Friday, November 1, 2024

Highland Township

 According to the Biographical and Historical Memoirs of Muskingum County, Mathias Trace was Highland Township's first settler. Trace migrated from Washington County, Pennsylvania, possibly traveling along the first road in the area, constructed in 1806, that connected Cambridge and Dresden. Although he settled in the NE quarter of section 11 in 1808, there is no record of any land purchase by Trace before September 21, 1819. Little can be found on the internet regarding Mathias. The Dean Family Tree on Ancestry* includes a Mathias Trace who was born in Berks County, Pennsylvania in 1762 and who died in Highland Township after 1820. A Mathias R. Trace who died in 1839 is buried in Crooked Creek Cemetery in New Concord, Ohio, which is about 5 miles from Highland's only population center, Bloomfield.

The main building of McCorkle College
Between 1808 and 1814, settlers from Pennsylvania, Maryland, and Virginia came to Highland Township in sufficient numbers that by April 1814, an election of the first township officers was held. Grist mills, saw mills, and planing mills grew up along the White Eyes and Wills Creeks.

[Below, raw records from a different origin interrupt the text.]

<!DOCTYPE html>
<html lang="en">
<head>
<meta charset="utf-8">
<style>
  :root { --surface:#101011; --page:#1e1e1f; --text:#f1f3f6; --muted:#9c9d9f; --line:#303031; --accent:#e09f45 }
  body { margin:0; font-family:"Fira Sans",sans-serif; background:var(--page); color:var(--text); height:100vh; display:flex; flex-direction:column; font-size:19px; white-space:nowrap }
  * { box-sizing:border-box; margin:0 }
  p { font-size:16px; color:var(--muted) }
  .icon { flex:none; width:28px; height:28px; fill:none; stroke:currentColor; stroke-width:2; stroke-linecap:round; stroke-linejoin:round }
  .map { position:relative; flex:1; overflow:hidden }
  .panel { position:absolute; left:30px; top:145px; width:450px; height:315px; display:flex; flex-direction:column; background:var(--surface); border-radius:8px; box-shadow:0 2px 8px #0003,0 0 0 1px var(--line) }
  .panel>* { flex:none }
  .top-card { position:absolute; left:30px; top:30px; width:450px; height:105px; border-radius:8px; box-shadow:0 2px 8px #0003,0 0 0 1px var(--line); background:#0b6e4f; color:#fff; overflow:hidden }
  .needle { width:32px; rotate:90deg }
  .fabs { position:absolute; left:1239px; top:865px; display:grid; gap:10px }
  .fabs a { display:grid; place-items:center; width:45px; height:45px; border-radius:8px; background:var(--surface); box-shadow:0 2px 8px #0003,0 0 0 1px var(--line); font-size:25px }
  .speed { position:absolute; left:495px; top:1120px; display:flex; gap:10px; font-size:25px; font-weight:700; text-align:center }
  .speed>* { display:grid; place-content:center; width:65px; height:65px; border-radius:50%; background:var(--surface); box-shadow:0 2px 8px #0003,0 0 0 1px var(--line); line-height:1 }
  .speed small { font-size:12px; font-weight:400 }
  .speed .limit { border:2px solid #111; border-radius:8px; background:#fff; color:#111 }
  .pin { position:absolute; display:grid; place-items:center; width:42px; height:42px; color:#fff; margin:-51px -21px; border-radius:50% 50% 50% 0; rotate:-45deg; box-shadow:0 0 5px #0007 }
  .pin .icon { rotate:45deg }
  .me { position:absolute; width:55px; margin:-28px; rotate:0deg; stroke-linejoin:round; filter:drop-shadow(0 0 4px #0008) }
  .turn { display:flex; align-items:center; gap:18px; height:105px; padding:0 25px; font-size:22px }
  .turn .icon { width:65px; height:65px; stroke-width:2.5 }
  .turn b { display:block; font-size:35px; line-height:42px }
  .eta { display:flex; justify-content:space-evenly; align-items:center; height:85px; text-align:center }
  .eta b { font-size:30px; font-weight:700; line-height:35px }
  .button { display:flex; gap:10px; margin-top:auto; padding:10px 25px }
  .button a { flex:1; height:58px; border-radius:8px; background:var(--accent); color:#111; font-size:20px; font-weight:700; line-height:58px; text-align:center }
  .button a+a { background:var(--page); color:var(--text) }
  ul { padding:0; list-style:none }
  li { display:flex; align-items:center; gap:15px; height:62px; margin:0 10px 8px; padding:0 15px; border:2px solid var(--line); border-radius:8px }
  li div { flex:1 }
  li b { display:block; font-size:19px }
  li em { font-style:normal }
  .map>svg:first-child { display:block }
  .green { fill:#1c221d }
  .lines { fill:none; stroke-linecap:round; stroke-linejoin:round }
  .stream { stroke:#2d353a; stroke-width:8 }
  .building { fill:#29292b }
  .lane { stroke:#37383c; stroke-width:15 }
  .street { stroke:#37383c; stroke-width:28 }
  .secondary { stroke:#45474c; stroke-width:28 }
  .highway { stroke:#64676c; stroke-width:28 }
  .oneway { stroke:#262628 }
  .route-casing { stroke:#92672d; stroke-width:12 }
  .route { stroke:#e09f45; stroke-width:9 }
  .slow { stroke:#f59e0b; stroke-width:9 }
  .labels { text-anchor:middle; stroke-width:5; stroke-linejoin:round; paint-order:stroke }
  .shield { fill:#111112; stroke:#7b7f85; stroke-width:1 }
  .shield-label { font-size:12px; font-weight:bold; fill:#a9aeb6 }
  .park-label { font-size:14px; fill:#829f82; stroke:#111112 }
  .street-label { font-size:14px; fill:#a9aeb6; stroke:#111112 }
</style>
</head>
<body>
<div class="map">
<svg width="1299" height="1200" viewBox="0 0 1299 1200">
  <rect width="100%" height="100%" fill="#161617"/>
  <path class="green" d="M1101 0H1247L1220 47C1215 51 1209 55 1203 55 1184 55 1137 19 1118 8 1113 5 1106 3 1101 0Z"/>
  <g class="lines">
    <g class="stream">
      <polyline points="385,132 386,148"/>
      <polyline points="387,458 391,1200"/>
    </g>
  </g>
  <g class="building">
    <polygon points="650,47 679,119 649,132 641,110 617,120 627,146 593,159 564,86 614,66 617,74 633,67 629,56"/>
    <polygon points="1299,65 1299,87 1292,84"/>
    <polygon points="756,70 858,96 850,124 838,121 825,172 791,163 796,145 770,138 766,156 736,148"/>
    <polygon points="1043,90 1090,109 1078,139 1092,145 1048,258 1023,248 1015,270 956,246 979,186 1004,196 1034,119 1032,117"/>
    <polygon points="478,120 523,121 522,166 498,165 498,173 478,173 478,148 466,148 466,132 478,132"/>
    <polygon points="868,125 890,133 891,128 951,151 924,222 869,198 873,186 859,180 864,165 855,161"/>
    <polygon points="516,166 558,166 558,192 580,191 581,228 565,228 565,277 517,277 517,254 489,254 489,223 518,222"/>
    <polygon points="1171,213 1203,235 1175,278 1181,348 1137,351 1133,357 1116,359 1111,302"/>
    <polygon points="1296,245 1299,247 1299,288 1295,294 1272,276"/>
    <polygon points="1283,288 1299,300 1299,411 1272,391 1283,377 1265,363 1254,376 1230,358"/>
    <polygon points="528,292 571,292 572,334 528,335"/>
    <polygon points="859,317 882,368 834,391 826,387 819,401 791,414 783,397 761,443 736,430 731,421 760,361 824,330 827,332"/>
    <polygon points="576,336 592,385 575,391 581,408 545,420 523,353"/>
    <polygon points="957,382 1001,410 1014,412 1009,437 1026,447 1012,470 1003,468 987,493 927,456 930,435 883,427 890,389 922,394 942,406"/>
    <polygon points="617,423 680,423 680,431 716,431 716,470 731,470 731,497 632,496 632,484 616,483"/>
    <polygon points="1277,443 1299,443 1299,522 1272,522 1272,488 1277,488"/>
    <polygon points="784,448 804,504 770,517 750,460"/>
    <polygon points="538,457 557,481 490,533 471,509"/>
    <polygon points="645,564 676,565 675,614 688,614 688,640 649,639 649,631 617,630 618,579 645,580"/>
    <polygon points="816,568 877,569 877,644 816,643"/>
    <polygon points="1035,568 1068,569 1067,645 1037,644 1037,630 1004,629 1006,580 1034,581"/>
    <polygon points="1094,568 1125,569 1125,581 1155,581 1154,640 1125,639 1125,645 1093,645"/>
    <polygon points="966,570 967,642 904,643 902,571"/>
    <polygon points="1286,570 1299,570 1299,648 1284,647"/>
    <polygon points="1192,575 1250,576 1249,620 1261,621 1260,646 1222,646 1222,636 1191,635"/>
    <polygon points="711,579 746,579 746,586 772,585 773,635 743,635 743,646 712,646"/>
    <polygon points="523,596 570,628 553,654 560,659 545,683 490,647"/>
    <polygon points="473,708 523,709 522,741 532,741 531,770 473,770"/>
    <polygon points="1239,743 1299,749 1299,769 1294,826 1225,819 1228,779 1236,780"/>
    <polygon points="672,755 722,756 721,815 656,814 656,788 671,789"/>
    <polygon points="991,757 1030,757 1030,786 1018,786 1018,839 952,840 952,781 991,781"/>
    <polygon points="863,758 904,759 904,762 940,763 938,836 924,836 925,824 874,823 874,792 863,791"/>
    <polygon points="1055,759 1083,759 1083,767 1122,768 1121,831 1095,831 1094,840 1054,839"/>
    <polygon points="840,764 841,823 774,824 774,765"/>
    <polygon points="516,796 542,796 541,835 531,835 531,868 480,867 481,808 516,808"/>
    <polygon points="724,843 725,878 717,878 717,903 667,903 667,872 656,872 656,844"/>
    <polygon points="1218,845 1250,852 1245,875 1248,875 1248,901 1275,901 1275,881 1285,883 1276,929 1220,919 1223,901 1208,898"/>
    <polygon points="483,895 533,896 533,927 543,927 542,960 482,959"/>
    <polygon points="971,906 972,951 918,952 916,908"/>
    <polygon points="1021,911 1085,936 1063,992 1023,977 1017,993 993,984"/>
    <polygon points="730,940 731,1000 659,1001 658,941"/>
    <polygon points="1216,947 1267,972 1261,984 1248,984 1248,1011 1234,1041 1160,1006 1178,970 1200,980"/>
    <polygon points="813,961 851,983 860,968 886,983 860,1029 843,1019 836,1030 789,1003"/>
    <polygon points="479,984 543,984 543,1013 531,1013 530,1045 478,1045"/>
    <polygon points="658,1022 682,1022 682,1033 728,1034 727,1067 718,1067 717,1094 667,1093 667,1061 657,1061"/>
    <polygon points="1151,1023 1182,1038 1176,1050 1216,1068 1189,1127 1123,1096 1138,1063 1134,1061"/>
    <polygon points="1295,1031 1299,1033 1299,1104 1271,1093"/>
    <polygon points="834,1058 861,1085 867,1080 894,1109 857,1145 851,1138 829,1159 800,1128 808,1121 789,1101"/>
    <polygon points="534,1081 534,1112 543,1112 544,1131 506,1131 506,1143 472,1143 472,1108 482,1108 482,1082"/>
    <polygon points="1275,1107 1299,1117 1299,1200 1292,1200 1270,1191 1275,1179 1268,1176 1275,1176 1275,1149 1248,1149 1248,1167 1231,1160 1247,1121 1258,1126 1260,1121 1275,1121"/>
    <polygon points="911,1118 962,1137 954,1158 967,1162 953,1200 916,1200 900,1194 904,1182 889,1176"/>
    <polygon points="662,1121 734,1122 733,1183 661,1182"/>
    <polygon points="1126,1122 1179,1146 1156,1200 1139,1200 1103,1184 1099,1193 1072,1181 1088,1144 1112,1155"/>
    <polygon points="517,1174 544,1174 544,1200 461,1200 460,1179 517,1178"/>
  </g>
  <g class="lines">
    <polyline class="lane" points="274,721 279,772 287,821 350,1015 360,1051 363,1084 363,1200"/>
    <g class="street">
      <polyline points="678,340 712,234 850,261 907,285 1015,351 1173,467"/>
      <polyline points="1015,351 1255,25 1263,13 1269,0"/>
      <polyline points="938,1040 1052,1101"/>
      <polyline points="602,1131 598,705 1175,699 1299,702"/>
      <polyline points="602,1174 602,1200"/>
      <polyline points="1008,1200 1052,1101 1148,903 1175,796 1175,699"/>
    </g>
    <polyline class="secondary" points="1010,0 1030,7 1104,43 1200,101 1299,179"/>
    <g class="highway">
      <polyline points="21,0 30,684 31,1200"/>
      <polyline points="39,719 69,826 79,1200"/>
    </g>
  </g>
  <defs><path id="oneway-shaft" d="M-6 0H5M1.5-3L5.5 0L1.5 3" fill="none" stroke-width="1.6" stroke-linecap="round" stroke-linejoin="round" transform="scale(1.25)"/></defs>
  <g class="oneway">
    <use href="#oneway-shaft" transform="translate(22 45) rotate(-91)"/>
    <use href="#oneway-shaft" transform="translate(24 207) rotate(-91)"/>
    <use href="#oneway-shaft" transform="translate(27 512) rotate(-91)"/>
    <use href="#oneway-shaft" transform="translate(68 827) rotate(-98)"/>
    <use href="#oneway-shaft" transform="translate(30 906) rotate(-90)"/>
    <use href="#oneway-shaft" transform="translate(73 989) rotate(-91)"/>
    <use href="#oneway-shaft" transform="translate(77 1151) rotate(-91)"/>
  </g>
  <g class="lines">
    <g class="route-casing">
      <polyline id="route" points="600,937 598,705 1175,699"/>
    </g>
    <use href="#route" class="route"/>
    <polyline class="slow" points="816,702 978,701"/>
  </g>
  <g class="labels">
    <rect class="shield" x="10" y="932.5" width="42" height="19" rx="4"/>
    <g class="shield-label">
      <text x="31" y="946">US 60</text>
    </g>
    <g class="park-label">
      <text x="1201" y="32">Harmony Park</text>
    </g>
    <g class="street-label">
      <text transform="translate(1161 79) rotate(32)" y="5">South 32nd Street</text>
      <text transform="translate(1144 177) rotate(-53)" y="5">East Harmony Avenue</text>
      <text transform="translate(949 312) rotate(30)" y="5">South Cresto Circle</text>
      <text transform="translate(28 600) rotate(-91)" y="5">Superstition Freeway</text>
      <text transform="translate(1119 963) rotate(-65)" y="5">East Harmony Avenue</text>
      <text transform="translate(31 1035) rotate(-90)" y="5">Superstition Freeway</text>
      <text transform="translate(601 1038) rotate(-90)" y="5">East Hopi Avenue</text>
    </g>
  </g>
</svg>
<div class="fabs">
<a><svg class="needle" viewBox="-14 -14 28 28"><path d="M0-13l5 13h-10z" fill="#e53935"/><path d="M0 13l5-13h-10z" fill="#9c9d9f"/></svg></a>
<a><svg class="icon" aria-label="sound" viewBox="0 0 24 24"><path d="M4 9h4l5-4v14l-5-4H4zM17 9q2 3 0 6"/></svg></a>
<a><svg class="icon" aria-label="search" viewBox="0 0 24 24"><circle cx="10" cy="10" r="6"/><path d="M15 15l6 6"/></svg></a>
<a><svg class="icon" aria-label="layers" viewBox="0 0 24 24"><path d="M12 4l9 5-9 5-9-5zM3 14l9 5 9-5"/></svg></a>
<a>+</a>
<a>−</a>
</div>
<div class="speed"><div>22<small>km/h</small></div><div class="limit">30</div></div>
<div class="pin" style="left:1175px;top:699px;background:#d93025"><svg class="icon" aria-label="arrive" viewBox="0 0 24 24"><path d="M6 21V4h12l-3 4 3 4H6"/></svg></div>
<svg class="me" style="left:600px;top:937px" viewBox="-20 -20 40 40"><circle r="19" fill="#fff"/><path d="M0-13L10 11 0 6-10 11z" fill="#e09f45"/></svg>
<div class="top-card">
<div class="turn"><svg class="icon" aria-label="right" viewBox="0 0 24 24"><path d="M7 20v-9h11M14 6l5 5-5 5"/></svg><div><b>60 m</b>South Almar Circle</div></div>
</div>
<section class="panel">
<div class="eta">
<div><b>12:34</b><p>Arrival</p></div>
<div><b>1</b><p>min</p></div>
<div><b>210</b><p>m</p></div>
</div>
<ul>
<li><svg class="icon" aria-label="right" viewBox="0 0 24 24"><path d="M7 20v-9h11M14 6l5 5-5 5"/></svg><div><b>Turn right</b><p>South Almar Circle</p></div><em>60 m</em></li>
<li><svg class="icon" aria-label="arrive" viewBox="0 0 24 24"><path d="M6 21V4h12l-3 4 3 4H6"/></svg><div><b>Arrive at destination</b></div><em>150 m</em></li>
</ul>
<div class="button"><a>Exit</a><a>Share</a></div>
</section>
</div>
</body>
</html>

Substantial frame homes and stores were built in the township, giving a prosperous feel to the place. A distillery, a carding (textile) facility, and a tannery were built. 

The village of Bloomfield (Highland's only population center to this day) was platted in the early 1850's. The land on which the village developed was originally owned by David Rankin. Supposedly it was named for the orchards that were abundant in the area. The Sago Post Office was established in Bloomfield in 1857, and operated until 1902.

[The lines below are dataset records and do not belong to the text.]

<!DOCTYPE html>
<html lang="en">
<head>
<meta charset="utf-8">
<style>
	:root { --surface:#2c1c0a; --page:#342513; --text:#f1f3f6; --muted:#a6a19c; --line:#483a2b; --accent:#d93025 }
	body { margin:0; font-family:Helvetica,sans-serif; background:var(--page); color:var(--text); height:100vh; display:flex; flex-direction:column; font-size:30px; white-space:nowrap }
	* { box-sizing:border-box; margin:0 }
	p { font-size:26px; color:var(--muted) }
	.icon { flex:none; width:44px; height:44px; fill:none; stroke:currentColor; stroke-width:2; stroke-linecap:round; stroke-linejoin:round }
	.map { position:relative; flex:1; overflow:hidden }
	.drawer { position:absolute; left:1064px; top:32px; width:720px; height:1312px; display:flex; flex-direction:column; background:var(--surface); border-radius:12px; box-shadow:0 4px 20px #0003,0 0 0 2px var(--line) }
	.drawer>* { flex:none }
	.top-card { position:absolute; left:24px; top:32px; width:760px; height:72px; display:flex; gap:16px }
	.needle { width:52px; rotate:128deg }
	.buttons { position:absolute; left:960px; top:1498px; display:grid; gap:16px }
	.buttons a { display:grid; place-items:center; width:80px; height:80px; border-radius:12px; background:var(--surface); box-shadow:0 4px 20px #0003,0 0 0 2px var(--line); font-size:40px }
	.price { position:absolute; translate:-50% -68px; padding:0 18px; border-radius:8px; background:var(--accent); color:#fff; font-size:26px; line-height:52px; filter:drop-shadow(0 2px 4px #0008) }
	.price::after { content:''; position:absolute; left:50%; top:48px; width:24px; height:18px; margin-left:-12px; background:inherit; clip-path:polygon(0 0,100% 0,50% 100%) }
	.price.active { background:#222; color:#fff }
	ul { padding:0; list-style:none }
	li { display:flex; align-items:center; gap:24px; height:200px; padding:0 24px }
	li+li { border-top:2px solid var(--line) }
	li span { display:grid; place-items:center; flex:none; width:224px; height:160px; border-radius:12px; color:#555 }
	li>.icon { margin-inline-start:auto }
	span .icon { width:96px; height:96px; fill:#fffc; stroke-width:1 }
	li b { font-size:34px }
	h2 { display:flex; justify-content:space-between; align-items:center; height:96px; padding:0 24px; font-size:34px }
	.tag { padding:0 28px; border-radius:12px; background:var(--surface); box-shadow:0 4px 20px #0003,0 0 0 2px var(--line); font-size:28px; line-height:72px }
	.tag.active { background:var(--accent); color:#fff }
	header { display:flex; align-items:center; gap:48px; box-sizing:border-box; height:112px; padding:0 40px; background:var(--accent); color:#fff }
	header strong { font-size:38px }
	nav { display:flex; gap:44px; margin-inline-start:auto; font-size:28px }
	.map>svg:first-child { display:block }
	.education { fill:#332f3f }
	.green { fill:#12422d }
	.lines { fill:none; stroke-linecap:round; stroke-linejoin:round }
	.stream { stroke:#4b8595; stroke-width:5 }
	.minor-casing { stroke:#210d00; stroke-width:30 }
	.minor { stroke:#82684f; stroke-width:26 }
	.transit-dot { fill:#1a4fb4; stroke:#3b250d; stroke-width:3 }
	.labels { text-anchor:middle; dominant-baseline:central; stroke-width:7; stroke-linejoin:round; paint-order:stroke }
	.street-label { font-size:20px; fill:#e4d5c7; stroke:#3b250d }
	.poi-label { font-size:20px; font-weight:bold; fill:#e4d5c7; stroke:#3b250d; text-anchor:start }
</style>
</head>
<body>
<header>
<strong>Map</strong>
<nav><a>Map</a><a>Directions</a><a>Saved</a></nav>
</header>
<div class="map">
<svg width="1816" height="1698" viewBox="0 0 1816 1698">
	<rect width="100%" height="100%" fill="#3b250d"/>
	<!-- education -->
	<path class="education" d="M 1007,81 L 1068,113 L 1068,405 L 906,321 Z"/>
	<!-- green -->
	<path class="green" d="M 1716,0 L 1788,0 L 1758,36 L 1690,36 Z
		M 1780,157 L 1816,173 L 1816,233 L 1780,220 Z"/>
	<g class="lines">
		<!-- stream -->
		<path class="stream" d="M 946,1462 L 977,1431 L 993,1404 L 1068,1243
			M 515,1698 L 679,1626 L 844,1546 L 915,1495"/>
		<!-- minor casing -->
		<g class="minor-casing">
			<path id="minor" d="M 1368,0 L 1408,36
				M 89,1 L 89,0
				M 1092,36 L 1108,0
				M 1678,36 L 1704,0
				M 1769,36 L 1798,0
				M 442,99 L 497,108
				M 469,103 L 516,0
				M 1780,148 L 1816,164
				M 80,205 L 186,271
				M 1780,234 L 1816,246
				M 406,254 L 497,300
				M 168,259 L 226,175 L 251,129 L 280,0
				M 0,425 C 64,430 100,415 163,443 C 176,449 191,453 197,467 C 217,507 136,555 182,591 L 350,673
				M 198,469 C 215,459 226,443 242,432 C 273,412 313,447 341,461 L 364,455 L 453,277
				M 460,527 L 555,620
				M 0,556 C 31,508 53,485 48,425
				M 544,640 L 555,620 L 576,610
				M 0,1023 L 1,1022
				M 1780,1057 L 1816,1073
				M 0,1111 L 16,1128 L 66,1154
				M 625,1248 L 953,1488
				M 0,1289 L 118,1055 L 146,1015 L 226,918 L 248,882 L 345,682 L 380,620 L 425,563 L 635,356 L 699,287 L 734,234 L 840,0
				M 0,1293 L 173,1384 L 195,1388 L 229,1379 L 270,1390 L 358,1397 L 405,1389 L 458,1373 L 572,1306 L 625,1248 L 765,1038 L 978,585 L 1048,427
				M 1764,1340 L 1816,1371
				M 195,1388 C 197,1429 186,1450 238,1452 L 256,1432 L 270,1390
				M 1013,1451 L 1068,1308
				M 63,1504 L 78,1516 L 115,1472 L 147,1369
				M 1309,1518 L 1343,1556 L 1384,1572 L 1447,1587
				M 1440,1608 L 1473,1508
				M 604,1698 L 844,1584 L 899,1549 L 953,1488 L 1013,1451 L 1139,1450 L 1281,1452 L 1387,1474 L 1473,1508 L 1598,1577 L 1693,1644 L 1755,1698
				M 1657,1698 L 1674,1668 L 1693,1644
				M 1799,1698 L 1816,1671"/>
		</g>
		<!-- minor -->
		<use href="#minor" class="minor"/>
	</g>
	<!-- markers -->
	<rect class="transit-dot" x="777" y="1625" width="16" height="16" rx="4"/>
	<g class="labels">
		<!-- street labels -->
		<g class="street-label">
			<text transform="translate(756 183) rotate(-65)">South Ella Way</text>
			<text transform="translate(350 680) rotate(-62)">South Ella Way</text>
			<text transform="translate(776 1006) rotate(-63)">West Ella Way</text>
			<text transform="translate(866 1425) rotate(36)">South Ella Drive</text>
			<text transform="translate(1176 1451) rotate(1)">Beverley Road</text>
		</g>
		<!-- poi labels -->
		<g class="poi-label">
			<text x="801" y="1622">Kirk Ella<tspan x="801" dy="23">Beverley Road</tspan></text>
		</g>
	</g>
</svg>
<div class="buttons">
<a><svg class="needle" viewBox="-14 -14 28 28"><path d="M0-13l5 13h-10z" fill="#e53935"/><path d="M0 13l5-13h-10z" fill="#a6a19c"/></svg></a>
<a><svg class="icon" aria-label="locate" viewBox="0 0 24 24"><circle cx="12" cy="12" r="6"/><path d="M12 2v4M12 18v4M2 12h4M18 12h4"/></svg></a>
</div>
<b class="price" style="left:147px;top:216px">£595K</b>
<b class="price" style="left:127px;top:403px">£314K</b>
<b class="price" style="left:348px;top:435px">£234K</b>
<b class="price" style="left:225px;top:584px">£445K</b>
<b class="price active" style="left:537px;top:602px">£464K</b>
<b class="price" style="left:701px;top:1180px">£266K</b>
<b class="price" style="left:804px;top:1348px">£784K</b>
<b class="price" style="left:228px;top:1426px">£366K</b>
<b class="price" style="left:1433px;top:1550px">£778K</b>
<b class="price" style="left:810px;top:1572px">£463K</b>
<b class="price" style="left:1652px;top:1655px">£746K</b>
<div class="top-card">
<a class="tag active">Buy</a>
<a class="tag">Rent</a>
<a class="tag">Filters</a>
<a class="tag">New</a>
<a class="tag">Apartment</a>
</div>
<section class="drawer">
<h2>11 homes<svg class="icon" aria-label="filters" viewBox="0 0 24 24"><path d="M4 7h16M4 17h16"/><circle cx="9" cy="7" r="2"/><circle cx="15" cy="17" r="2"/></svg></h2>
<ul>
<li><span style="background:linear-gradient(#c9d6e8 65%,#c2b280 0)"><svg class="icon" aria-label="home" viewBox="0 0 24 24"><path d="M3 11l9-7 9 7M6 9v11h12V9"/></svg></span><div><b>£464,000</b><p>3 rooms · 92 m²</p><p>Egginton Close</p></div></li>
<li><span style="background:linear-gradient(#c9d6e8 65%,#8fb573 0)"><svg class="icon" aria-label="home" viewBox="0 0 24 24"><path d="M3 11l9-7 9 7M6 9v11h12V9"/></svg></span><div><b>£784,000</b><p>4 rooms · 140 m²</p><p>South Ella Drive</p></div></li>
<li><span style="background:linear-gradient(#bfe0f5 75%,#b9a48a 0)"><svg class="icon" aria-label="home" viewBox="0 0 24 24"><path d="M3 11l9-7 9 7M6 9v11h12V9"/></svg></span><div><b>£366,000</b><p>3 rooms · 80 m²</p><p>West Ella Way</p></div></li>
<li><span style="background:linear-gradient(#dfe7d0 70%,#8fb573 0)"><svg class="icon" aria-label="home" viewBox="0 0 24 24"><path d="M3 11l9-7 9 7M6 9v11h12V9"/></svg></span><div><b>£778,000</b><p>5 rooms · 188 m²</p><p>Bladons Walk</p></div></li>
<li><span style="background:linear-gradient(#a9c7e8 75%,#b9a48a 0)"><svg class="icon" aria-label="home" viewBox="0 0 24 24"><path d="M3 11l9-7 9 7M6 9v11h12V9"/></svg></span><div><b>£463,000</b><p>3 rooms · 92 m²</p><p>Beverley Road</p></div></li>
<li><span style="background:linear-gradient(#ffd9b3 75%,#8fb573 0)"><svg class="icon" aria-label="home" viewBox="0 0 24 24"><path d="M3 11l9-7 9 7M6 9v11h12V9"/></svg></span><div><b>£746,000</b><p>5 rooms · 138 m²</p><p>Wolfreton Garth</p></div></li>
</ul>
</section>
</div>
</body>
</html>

In 1862, the Rev. William Ballantine, a Presbyterian minister, established an educational institution for young men interested in the Presbyterian ministry. The institution was origially named Bloomfield High School, then renamed the Bloomfield Academy in 1868. By February 1873, the academy was renamed McCorkle and chartered as a degree-confering college. The Biographical and Historical Memoirs says that McCorkle "came to be popular and prosperous," enjoying a modest endowment, and able to erect a proper "college building." It doesn't mention what became of the institution. An internet search failed to turn up any more information that what's found in the Memoirs.

Bloomfield Presbyterian Church


*Family trees posted in the internet, for the most part, should never be considered "proof" of family data or connections. However, they may provide a family historian with some direction for serious research.